### Task objective
Go through the entries, filter for the word "list", and copy every line that has it.

BEGIN

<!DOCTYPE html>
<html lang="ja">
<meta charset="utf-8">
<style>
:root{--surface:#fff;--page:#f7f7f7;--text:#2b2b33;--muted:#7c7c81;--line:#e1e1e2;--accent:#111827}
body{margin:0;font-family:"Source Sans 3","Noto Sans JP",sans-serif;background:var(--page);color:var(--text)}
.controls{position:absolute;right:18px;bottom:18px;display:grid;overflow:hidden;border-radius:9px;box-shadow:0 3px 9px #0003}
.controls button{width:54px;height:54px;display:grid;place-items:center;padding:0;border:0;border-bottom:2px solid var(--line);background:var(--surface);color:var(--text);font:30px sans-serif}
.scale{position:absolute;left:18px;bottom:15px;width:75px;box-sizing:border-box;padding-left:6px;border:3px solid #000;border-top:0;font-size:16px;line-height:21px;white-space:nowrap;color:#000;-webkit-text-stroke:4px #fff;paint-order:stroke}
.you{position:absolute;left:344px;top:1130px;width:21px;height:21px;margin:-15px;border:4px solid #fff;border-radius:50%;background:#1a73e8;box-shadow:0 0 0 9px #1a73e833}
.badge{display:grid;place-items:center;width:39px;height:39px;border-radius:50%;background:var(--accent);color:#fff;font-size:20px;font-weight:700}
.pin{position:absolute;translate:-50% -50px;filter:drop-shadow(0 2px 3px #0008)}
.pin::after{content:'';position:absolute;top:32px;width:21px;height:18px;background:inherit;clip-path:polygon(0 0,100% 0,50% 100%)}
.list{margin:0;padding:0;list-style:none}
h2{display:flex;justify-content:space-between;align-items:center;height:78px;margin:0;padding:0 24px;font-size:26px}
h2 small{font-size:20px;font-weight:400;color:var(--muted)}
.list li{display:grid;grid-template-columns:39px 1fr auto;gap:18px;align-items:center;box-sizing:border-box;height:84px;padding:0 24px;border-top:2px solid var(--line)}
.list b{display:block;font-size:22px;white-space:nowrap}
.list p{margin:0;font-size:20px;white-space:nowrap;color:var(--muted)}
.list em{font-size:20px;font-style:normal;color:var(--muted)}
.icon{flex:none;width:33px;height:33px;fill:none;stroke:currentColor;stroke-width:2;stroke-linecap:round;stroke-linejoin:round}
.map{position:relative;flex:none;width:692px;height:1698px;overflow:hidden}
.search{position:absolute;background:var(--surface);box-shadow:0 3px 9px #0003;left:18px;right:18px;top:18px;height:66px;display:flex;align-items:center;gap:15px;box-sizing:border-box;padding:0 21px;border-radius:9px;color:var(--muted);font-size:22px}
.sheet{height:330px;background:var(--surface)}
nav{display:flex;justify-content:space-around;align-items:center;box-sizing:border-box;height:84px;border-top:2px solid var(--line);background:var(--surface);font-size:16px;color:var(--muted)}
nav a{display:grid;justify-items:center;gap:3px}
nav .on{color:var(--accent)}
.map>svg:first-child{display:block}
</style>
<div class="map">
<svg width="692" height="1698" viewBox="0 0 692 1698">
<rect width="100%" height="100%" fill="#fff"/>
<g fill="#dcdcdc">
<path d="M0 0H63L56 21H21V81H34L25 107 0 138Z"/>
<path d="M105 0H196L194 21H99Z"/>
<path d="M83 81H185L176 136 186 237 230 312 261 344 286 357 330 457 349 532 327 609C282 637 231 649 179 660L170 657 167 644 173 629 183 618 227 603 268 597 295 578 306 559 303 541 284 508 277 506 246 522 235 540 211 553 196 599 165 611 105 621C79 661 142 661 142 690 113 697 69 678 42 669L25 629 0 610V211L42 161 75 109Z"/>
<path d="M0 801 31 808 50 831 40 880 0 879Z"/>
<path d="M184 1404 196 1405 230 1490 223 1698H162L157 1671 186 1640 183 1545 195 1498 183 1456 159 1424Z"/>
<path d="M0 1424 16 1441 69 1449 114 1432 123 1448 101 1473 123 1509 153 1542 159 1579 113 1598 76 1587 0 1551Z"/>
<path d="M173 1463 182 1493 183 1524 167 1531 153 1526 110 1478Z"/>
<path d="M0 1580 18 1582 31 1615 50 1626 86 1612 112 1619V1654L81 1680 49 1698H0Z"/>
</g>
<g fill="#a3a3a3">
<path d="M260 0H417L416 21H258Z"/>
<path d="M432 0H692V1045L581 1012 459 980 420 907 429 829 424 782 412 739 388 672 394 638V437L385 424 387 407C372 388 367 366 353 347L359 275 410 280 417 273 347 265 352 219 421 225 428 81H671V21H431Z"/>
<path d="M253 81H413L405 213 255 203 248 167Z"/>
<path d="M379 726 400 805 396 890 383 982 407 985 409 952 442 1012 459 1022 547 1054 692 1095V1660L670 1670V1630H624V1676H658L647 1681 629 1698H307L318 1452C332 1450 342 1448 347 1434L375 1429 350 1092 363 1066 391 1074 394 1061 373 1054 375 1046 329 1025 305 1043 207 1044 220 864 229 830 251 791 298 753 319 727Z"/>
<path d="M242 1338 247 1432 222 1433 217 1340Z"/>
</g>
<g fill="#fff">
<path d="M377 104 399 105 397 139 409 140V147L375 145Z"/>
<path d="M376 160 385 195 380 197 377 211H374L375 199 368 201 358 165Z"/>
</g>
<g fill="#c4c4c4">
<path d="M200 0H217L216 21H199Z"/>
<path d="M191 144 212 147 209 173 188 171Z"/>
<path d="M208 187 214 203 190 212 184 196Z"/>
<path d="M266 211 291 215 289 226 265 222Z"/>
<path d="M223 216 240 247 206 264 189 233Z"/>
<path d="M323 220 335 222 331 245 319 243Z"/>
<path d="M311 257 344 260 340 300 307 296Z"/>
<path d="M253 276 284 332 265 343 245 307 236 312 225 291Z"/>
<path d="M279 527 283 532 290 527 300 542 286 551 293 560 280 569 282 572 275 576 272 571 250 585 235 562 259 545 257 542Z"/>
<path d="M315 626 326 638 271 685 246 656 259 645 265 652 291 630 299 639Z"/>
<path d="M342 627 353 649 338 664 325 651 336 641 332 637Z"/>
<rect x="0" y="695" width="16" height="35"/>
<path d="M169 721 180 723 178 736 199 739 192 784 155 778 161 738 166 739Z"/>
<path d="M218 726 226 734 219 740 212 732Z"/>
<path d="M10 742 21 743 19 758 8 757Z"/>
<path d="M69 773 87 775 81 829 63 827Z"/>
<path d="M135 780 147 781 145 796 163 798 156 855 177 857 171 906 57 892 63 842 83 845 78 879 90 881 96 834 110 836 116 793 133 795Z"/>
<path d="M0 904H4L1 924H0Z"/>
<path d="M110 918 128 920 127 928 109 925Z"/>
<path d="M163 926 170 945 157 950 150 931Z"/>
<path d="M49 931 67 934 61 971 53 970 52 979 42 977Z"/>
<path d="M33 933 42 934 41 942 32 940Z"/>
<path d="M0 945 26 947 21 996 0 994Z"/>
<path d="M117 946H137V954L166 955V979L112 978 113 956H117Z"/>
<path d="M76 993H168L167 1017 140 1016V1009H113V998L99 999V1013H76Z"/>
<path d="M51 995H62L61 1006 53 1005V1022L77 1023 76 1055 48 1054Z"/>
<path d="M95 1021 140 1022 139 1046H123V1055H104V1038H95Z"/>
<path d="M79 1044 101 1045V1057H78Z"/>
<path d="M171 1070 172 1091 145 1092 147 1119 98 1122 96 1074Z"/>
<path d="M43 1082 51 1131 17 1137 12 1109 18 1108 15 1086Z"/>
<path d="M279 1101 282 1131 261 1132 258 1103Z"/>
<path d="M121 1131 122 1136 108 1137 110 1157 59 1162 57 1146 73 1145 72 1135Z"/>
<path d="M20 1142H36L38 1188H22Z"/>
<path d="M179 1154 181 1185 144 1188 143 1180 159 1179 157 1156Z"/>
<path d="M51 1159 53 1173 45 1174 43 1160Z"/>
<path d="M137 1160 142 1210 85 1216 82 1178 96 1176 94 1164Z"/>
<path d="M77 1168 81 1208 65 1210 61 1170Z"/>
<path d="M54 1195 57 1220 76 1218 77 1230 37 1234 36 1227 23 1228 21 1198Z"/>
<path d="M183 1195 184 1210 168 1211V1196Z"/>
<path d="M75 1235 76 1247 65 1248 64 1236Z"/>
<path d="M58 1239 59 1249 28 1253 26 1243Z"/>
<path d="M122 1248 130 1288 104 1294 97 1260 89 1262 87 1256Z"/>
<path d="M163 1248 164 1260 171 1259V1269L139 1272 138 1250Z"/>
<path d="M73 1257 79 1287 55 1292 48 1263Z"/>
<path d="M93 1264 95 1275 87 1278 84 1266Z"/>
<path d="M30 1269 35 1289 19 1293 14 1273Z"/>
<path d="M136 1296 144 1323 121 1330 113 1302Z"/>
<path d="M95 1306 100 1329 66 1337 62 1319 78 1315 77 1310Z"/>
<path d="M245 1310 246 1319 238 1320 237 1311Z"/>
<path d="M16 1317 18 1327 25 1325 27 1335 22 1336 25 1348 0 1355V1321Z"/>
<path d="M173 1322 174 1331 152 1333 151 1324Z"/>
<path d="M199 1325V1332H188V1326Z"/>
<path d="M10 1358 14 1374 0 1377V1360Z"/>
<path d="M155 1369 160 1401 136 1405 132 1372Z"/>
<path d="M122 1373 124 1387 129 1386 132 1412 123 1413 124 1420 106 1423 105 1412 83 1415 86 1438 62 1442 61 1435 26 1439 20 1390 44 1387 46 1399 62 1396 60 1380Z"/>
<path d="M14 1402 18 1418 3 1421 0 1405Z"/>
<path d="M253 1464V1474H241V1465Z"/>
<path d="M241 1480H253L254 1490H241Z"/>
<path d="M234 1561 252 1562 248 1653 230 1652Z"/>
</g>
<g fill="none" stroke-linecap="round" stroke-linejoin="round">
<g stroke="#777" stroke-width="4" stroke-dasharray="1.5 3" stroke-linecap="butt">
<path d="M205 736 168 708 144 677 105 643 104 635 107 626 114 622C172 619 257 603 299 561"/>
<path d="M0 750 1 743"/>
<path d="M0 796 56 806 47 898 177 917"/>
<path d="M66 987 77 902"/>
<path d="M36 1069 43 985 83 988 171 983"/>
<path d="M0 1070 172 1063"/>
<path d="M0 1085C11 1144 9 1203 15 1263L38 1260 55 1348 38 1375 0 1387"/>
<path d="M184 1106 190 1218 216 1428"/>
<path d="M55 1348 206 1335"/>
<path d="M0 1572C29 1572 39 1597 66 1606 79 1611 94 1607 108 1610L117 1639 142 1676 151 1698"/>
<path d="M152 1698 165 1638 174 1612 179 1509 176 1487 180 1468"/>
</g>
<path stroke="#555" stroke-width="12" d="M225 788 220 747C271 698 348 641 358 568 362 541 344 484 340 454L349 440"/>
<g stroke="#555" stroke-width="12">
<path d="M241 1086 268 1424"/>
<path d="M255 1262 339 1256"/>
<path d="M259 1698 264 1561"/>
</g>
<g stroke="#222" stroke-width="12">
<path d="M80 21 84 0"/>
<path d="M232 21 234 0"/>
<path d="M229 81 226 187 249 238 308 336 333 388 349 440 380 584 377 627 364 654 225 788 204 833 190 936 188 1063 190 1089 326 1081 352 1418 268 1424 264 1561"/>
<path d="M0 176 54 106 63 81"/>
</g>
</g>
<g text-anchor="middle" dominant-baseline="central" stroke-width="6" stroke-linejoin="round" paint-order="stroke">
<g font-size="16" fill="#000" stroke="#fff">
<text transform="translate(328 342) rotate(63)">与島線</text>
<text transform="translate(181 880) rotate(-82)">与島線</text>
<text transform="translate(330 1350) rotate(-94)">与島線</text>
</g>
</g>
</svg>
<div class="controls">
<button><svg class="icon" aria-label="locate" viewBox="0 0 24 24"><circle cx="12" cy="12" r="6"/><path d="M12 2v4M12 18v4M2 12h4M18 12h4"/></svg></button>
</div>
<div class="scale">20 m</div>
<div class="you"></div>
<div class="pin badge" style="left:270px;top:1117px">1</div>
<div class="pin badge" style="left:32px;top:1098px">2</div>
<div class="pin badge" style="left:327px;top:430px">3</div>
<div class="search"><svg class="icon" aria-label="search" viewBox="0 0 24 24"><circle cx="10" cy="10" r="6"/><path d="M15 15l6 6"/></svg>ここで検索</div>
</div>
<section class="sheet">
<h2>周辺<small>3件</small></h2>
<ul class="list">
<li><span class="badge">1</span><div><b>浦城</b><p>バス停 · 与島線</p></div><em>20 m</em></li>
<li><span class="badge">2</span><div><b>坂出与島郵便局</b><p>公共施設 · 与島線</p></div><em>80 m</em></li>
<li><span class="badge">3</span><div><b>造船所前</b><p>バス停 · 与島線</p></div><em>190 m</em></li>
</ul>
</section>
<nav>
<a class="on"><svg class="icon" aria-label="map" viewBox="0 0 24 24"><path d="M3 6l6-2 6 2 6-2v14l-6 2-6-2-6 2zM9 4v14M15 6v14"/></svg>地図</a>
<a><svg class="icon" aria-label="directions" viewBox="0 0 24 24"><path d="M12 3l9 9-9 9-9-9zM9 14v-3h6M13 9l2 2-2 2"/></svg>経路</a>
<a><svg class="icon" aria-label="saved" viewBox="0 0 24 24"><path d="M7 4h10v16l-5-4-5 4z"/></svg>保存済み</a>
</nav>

END

### Answer section
.list{margin:0;padding:0;list-style:none}
.list li{display:grid;grid-template-columns:39px 1fr auto;gap:18px;align-items:center;box-sizing:border-box;height:84px;padding:0 24px;border-top:2px solid var(--line)}
.list b{display:block;font-size:22px;white-space:nowrap}
.list p{margin:0;font-size:20px;white-space:nowrap;color:var(--muted)}
.list em{font-size:20px;font-style:normal;color:var(--muted)}
<ul class="list">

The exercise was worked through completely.